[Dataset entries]
+++++

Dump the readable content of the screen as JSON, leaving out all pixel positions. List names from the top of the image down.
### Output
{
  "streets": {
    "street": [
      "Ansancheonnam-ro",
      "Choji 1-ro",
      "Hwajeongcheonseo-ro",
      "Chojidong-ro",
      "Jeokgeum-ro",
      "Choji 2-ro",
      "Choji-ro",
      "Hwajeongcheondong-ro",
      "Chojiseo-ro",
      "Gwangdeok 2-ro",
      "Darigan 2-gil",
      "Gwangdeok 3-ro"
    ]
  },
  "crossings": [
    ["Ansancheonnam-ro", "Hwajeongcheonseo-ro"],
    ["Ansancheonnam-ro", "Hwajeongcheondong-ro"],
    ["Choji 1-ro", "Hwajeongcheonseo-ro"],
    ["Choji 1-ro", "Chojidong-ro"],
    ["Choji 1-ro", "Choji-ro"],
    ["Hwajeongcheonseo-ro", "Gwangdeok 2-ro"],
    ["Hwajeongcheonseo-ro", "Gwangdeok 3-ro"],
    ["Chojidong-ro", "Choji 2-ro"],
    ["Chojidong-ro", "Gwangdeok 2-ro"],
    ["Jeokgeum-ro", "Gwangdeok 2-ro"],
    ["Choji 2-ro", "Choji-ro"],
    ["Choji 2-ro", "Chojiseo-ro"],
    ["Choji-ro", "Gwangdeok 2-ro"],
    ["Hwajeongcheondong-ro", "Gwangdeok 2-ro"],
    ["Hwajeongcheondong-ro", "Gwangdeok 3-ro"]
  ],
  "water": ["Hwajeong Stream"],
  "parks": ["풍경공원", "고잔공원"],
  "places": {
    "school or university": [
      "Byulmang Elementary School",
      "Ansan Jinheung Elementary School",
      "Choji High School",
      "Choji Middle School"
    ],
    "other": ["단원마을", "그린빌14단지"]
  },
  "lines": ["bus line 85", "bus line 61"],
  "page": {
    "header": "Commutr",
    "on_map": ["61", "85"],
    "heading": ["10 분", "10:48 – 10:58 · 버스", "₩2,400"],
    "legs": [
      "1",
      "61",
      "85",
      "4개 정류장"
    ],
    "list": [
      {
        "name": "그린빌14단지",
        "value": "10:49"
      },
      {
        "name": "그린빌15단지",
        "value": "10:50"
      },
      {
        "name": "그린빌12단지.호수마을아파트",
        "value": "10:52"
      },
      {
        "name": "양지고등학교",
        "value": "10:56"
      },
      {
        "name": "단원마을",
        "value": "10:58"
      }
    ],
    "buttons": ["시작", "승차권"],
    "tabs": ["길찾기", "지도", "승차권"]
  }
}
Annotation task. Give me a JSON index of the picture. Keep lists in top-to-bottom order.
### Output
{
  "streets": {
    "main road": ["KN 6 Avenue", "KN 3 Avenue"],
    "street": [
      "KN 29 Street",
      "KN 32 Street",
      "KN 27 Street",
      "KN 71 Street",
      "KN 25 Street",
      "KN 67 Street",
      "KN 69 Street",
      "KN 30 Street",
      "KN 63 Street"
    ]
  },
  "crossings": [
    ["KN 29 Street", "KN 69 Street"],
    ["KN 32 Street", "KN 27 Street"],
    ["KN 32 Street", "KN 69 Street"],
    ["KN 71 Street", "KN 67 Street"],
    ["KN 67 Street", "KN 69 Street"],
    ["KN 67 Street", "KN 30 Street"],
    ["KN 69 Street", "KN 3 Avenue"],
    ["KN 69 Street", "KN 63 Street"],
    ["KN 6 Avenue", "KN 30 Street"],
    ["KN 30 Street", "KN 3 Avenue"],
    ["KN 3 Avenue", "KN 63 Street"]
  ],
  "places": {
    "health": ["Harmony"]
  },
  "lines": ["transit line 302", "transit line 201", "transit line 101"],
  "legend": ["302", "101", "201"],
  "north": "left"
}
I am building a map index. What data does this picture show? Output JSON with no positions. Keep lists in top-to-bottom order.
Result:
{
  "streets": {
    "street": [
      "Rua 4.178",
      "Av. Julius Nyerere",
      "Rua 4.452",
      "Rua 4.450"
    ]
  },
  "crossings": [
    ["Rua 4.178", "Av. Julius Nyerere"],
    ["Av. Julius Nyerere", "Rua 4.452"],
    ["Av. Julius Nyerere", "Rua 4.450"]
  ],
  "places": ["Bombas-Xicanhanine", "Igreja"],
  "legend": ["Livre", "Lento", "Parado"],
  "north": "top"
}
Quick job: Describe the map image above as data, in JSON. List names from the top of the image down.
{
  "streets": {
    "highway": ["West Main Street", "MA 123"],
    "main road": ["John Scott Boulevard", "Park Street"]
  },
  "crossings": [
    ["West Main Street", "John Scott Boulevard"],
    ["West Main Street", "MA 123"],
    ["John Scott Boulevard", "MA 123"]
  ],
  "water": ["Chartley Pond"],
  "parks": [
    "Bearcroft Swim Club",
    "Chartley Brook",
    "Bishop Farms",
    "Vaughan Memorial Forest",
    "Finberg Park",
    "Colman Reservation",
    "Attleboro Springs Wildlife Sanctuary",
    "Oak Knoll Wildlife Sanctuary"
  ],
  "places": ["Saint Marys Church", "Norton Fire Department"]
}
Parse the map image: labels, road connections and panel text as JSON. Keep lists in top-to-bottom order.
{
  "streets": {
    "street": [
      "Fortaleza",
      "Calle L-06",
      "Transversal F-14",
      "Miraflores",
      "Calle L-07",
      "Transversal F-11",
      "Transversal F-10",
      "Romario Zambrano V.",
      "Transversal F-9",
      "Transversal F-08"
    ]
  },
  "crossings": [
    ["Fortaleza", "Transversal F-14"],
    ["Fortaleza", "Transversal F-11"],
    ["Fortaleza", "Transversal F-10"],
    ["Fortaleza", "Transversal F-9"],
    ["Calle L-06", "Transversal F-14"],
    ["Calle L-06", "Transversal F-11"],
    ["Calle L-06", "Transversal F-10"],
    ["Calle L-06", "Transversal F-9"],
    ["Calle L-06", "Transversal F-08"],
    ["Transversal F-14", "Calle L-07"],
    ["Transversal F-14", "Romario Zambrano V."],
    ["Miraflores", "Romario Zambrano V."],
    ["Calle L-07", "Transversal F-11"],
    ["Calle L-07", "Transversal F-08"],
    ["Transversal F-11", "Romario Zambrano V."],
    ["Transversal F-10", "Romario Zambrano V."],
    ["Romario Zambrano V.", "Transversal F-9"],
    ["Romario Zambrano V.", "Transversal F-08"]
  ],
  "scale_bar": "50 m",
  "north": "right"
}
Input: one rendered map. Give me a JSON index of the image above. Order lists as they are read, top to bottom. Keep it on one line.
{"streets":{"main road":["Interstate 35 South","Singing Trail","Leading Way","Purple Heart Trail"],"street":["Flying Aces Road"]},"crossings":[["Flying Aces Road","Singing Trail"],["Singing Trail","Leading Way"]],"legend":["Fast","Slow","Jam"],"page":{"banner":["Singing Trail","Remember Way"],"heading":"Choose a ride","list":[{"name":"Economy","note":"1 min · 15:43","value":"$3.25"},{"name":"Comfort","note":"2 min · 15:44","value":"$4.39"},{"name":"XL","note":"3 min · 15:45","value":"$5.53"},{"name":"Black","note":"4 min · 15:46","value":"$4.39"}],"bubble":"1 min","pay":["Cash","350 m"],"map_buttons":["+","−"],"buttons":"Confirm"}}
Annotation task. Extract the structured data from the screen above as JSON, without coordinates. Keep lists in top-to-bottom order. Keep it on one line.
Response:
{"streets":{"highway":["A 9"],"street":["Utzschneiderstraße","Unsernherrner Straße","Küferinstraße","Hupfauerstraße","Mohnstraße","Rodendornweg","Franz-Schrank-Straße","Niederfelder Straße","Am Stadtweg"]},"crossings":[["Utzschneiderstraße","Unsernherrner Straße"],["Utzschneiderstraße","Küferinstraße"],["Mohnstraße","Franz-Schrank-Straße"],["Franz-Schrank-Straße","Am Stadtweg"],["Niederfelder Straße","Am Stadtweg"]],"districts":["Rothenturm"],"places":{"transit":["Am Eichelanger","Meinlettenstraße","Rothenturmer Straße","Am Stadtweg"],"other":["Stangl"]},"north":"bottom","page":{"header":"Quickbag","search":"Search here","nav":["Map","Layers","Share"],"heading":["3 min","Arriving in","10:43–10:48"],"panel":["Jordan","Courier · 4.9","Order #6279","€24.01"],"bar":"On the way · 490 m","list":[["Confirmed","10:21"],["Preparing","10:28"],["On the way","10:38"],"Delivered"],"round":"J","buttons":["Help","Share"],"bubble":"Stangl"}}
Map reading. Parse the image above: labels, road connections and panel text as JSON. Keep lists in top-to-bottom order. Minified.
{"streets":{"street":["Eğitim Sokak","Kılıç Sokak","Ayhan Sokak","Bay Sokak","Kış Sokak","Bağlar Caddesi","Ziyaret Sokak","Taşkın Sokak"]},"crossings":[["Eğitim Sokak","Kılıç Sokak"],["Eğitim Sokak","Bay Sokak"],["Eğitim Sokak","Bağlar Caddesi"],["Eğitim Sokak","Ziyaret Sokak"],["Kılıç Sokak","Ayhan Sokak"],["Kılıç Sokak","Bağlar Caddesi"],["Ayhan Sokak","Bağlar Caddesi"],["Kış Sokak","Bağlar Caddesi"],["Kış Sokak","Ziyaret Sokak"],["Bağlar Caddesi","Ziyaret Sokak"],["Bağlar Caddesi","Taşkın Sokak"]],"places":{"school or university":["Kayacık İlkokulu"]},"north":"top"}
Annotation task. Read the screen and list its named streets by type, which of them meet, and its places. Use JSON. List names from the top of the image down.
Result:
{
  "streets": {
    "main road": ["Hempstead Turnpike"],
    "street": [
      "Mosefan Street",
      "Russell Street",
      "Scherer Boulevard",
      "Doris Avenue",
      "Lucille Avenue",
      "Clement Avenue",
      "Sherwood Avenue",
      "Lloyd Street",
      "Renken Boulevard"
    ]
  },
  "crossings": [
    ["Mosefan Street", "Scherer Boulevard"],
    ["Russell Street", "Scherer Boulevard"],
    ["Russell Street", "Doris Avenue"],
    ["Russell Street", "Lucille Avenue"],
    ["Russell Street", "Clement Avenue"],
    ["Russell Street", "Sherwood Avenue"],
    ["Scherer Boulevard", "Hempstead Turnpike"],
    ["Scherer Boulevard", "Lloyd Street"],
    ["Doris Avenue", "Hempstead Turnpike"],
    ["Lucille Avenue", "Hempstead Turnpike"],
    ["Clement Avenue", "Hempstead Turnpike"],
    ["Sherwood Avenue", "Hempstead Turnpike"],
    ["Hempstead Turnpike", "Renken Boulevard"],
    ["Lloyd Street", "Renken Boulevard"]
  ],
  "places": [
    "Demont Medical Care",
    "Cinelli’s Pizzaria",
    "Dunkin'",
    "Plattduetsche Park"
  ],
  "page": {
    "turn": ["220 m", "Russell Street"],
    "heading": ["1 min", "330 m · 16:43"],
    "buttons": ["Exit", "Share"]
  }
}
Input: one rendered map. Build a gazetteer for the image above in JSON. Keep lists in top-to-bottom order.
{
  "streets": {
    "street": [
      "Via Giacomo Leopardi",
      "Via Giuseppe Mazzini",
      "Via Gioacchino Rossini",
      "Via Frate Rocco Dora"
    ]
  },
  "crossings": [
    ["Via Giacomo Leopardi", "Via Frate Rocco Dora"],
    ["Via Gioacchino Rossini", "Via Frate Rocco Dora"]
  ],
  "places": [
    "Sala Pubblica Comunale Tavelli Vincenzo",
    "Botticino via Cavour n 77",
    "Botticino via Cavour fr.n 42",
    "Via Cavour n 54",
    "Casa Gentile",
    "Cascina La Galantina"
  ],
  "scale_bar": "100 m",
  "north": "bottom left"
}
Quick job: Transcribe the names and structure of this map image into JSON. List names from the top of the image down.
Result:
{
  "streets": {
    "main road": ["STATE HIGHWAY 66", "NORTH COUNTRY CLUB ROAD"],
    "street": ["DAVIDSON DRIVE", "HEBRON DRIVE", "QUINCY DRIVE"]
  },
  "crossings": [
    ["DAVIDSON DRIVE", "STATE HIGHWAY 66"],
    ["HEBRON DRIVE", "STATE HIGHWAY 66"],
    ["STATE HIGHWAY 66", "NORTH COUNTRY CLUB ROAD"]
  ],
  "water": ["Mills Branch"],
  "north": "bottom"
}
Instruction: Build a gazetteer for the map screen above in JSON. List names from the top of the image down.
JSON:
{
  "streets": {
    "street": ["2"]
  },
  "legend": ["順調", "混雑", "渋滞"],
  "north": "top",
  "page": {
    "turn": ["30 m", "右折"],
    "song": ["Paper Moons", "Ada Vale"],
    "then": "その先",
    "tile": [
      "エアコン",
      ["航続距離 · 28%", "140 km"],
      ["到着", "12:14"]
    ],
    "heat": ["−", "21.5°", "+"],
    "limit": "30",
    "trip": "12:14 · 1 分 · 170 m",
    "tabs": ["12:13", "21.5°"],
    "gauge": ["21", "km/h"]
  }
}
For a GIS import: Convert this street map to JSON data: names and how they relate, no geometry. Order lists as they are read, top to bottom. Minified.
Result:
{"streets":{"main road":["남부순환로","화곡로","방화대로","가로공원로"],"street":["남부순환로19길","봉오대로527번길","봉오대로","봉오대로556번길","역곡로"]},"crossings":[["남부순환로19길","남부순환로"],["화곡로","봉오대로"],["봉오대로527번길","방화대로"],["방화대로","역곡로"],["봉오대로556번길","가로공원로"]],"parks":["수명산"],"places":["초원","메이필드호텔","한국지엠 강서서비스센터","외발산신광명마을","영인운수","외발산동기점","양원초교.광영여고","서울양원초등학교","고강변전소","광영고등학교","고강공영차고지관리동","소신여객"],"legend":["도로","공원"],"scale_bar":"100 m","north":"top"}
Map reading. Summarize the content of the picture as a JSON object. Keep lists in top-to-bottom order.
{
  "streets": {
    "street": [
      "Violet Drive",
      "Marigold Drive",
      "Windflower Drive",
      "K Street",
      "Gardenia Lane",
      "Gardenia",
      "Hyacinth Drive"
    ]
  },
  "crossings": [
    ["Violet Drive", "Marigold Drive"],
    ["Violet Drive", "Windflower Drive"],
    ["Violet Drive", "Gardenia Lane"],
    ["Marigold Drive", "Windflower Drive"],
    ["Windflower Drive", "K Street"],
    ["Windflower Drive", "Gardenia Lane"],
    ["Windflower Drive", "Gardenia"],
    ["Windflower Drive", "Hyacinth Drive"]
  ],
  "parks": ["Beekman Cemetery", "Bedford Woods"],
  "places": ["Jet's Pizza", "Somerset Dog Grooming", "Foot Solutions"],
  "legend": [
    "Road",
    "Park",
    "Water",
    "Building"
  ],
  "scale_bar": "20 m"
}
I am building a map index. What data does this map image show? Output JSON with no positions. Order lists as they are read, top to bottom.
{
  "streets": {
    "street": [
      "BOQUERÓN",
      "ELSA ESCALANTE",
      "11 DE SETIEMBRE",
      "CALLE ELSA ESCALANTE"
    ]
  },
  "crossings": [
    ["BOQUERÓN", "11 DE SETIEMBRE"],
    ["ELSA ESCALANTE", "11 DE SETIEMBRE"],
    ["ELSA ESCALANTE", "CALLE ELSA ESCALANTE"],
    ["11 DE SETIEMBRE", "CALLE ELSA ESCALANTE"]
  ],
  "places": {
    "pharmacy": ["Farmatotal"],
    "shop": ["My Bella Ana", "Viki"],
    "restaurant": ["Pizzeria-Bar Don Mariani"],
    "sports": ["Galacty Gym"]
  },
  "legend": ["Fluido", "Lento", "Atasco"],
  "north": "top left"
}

+++++

> _Your objective_
Your task for the entries above: copy exactly the span starting with the line with "Quick job: Transcribe" and going on through the line with "For a GIS import: Convert", both lines included, and nothing else.

> _Reply_
Quick job: Transcribe the names and structure of this map image into JSON. List names from the top of the image down.
Result:
{
  "streets": {
    "main road": ["STATE HIGHWAY 66", "NORTH COUNTRY CLUB ROAD"],
    "street": ["DAVIDSON DRIVE", "HEBRON DRIVE", "QUINCY DRIVE"]
  },
  "crossings": [
    ["DAVIDSON DRIVE", "STATE HIGHWAY 66"],
    ["HEBRON DRIVE", "STATE HIGHWAY 66"],
    ["STATE HIGHWAY 66", "NORTH COUNTRY CLUB ROAD"]
  ],
  "water": ["Mills Branch"],
  "north": "bottom"
}
Instruction: Build a gazetteer for the map screen above in JSON. List names from the top of the image down.
JSON:
{
  "streets": {
    "street": ["2"]
  },
  "legend": ["順調", "混雑", "渋滞"],
  "north": "top",
  "page": {
    "turn": ["30 m", "右折"],
    "song": ["Paper Moons", "Ada Vale"],
    "then": "その先",
    "tile": [
      "エアコン",
      ["航続距離 · 28%", "140 km"],
      ["到着", "12:14"]
    ],
    "heat": ["−", "21.5°", "+"],
    "limit": "30",
    "trip": "12:14 · 1 分 · 170 m",
    "tabs": ["12:13", "21.5°"],
    "gauge": ["21", "km/h"]
  }
}
For a GIS import: Convert this street map to JSON data: names and how they relate, no geometry. Order lists as they are read, top to bottom. Minified.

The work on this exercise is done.